Nice to see that you are progressing well. I think you've answered your own question by the fact that your restoring it!!! Keep up the good work and you'll have a deck that will prolly see you out.. :eek: The Resomat is a good option, I must admit to not doing a lot of experimenting with the one I own as it normally lives on my 1210. I would follow the advice from audio grail and buy some new bits and pieces from ebay, it's a one time purchase and once its done you can sit back and relax with your 401 when you've finished it off. The motor is very simple to strip and clean I dont think you'll have much trouble doing that. I actually prefer the look of the 401 to the 301 but thanks for the kind comments with regards the appearence of my 301. ;) I have now finished my JR149's and am now thinking on moving them on as I need to drop some more of my hifi kit, I've gone from 8 pairs of speakers down to 4 and TBH I hardly use the 149's. :(

Andy

DarrenHW
28-06-2014, 15:58
Cheers Andy. I'd consider what I'm doing at the moment more a basic service than a restoration. I want to make sure everything checks out okay, then look at the cost involved in a full blown restoration including plinth and arm.

A.Grail
28-06-2014, 16:24
To check if the spindle bushes have too much play, place the platter on the unit with your fingers positioned at the 12 and 6 o'clock positions (On the periphery of the platter) and rock with alternate pressure, then try the 3 and 9 o'clock positions, how is the movement now?
To check the condition of the idler (With the platter in place and the unit powered) remove the platter mat and run the unit at 33 1/3 with your ear close to the mid left of the platter can you hear a cyclical thudding? If so the idler wheel has a flat spot.

REXTON
28-06-2014, 18:46
If you dont intend making your own plinth I'd get one from Moldova just like the one I bought. He does some exotic wood finishes. The cost for any part for the 301 or 401 has been pretty much determined by perfect sound suppliers on eBay. You can save a lot of money if you do a little lateral thinking. I think they want £20 for 4 mounting bolts, I made my own for under £7! Anway i think you need to spend some time going through the deck and then working out what needs to be spent on it.

DarrenHW
30-06-2014, 08:51
Popped the cover off the motor, some sign of oil in there but not much:

http://i1324.photobucket.com/albums/u606/drtwas/IMG_4344_zps360b2855.jpg (http://s1324.photobucket.com/user/drtwas/media/IMG_4344_zps360b2855.jpg.html)

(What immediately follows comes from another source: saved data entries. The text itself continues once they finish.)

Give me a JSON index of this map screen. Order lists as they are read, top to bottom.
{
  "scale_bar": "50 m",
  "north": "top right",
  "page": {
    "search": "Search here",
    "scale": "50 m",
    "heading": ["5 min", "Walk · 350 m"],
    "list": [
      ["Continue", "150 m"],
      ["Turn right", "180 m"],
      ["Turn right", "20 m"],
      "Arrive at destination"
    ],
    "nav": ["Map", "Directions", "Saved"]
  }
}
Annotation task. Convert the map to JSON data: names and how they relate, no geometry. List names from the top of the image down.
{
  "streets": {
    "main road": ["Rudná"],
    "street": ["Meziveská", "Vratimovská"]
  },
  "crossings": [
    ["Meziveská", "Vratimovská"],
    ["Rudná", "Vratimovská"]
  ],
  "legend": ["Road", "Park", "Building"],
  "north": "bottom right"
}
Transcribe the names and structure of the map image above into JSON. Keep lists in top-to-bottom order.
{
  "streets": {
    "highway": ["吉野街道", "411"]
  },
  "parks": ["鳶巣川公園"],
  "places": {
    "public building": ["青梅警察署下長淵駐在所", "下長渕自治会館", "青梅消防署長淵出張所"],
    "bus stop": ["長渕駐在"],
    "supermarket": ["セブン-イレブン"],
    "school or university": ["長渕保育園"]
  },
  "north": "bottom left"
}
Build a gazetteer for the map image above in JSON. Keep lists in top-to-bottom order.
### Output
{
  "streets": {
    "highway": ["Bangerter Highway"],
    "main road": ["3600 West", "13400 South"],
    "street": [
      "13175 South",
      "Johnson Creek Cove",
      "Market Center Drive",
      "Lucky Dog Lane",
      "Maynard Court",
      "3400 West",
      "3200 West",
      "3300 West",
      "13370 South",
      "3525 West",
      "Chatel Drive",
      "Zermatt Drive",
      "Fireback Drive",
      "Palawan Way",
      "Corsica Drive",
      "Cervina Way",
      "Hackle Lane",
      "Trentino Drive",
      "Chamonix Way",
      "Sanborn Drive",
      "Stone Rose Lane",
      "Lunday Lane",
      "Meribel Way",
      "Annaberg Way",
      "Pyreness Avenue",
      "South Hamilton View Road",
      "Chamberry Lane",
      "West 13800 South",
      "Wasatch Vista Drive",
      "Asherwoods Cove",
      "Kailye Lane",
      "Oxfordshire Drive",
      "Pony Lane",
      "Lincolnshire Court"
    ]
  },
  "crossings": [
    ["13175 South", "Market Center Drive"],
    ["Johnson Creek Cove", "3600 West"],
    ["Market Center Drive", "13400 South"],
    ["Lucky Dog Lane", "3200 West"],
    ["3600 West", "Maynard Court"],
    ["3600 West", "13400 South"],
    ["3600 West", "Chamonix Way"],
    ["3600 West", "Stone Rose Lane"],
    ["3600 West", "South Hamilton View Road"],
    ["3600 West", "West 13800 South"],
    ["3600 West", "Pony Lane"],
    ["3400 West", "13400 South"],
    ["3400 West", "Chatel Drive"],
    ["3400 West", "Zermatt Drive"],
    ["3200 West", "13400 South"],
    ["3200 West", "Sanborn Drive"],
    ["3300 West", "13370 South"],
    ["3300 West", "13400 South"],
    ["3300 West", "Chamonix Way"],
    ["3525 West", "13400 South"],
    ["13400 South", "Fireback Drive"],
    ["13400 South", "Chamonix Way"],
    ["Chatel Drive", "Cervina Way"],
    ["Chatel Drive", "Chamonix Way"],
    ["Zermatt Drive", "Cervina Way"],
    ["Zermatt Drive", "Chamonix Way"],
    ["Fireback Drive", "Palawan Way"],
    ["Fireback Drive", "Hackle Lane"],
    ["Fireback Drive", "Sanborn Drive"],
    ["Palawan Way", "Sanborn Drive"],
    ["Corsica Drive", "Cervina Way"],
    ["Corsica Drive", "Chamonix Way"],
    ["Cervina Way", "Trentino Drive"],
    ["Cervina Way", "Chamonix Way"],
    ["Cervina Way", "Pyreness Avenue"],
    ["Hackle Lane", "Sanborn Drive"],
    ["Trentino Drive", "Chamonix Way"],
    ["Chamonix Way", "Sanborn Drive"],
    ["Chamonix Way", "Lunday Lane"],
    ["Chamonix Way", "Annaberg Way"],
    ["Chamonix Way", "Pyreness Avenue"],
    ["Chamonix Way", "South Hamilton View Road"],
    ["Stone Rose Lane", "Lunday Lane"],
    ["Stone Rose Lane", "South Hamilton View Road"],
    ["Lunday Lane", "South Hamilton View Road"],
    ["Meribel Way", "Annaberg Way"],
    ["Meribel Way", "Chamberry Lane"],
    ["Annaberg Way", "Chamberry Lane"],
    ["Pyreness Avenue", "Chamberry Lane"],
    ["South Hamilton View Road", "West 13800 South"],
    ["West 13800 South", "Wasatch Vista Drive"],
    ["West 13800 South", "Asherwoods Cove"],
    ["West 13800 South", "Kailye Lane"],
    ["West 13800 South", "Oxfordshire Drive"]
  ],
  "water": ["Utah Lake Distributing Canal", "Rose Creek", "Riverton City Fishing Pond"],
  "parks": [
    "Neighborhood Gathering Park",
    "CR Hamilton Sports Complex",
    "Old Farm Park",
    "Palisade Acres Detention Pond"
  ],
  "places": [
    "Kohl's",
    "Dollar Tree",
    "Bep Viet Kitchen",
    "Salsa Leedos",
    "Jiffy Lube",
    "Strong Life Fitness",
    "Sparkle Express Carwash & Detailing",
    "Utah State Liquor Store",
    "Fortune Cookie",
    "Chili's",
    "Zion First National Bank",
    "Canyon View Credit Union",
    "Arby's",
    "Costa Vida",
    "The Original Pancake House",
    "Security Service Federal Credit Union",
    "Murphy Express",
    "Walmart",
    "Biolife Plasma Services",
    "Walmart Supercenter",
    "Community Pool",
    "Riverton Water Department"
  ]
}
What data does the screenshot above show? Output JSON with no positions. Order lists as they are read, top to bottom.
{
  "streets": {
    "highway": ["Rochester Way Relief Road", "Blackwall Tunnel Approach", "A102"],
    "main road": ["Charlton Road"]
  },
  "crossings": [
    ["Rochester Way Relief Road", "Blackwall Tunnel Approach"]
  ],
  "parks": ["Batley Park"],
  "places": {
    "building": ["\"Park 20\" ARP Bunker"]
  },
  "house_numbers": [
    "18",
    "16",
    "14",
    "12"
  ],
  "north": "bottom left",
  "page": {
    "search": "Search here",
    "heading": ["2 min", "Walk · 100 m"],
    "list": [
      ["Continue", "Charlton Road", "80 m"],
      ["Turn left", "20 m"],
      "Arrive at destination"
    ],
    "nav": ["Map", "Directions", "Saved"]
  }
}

http://i1324.photobucket.com/albums/u606/drtwas/IMG_4347_zpsbb289a73.jpg (http://s1324.photobucket.com/user/drtwas/media/IMG_4347_zpsbb289a73.jpg.html)

A few marks around the bushing, sorry for the poor quality of the photo, I can't get a shot inside the bushing.

Does this look okay, can I apply some sewing machine oil and reassemble, do I need to check or clean anything else here?

REXTON
30-06-2014, 09:18
I'd clean it and apply fresh oil.

A.Grail
30-06-2014, 10:15
Popped the cover off the motor, some sign of oil in there but not much:

http://i1324.photobucket.com/albums/u606/drtwas/IMG_4344_zps360b2855.jpg (http://s1324.photobucket.com/user/drtwas/media/IMG_4344_zps360b2855.jpg.html)

http://i1324.photobucket.com/albums/u606/drtwas/IMG_4347_zpsbb289a73.jpg (http://s1324.photobucket.com/user/drtwas/media/IMG_4347_zpsbb289a73.jpg.html)

Does this look okay, can I apply some sewing machine oil and reassemble, do I need to check or clean anything else here?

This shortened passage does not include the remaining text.